▸ **WORK INSTRUCTIONS**:
Where does the string "Math" appear? Copy every line of the entries below that holds it.

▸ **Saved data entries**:

•••••

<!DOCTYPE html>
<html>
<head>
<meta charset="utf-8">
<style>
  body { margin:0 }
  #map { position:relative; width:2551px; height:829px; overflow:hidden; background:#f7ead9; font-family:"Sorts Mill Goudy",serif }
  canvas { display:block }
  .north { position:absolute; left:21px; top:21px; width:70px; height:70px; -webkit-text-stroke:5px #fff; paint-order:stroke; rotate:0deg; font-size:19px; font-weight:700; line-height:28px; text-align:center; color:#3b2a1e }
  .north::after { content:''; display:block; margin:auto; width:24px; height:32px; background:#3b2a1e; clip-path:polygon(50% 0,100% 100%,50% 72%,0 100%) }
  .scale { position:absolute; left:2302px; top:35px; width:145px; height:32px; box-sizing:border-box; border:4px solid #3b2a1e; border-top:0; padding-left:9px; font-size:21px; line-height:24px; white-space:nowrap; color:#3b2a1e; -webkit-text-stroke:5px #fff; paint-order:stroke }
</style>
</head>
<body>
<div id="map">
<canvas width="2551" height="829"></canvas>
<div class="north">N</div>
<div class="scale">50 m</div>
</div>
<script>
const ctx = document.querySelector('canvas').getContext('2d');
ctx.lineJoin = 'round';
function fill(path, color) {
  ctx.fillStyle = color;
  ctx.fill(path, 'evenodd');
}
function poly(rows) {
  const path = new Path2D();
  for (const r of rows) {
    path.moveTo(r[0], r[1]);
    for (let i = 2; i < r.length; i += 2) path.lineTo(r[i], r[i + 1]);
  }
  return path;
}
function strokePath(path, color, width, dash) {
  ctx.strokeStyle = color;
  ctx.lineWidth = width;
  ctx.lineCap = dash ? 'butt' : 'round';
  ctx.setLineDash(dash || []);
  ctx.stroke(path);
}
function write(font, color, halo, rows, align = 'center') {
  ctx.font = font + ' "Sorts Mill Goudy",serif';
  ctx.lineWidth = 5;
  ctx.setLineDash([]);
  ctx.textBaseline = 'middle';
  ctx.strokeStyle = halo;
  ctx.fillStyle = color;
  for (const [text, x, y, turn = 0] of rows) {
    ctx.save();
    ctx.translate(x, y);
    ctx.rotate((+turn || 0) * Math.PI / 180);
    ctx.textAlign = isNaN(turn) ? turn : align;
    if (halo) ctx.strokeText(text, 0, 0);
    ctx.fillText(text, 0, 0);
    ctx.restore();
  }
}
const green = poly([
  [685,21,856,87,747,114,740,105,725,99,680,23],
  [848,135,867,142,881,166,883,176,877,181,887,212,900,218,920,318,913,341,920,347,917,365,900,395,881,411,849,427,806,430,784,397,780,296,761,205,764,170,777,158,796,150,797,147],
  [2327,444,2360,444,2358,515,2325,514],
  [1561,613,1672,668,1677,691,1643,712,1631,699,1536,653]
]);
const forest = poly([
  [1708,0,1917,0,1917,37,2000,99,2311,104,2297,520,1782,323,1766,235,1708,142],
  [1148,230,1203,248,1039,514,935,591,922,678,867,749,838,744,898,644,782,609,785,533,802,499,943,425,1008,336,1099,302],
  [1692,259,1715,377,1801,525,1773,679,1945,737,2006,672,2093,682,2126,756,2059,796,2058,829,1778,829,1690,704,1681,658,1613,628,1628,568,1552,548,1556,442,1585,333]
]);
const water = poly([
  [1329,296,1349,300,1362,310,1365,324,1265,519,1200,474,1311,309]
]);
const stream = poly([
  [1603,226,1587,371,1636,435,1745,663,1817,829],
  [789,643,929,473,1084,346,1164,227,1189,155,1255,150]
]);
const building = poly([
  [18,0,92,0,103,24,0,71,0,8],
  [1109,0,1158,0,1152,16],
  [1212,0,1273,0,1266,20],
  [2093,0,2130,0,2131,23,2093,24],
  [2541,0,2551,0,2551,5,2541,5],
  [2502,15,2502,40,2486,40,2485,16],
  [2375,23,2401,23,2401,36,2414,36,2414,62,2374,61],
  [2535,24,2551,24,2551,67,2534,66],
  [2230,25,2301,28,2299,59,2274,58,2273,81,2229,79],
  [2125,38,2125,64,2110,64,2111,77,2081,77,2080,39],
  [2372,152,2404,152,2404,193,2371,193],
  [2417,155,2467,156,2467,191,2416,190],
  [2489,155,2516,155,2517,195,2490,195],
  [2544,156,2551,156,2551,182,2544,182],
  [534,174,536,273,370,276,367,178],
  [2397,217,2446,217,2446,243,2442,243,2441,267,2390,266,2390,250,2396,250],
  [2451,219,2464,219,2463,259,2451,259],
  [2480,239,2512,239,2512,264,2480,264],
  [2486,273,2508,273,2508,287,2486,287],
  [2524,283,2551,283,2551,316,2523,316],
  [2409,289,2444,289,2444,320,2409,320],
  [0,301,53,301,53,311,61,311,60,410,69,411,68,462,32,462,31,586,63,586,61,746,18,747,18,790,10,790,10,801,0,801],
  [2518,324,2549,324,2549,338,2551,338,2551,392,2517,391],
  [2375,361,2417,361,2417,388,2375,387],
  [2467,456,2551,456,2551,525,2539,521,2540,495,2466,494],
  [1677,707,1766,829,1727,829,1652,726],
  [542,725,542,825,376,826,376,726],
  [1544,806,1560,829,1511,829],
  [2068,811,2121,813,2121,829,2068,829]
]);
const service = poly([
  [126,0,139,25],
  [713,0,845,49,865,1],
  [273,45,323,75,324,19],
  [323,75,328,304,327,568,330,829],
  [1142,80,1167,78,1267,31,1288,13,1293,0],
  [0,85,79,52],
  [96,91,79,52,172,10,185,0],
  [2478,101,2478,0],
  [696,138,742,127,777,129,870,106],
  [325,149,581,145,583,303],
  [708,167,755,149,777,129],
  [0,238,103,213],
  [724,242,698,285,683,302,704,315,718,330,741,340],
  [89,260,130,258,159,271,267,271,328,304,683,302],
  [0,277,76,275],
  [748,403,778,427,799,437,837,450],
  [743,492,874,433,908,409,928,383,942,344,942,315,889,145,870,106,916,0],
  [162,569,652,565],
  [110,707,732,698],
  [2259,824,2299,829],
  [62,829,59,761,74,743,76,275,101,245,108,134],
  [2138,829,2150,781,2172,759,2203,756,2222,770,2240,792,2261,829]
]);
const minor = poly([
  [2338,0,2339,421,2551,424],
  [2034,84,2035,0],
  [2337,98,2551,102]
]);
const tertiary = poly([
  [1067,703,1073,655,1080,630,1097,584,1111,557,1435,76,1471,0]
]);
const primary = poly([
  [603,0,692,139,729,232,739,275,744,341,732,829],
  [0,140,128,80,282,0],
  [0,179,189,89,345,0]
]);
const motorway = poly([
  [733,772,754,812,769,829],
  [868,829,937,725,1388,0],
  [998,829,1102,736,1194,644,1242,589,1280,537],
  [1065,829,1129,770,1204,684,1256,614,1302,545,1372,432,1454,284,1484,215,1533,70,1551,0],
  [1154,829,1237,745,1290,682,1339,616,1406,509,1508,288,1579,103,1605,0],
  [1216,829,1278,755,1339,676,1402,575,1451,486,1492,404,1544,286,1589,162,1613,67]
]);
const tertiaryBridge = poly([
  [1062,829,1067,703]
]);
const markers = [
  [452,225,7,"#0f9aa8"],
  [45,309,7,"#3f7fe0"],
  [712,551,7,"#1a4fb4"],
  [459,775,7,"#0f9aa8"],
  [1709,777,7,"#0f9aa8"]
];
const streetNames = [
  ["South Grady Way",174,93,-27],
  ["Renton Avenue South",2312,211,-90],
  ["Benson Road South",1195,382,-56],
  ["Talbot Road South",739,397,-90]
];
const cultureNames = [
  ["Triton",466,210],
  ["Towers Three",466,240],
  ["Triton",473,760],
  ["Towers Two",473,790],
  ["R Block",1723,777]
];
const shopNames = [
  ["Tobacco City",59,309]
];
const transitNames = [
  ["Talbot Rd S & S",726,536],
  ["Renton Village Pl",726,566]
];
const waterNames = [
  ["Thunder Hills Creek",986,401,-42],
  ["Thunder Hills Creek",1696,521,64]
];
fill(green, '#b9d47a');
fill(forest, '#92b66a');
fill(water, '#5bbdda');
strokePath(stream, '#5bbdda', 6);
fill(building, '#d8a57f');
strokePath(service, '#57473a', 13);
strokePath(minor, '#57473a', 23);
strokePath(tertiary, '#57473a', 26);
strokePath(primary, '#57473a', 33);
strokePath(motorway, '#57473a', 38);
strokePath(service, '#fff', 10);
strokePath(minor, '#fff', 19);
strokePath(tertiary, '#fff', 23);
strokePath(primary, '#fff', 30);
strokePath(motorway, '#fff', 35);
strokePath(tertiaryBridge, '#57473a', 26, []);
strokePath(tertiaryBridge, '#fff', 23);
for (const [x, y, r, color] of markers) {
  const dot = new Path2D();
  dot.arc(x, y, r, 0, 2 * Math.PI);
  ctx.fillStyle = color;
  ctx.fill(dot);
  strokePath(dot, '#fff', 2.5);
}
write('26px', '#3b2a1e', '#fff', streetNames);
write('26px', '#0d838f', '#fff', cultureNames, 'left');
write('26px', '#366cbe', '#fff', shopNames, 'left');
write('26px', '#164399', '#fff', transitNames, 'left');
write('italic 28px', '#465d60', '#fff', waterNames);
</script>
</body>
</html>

•••••

▸ **EXERCISE ANSWER**:
    ctx.rotate((+turn || 0) * Math.PI / 180);
  dot.arc(x, y, r, 0, 2 * Math.PI);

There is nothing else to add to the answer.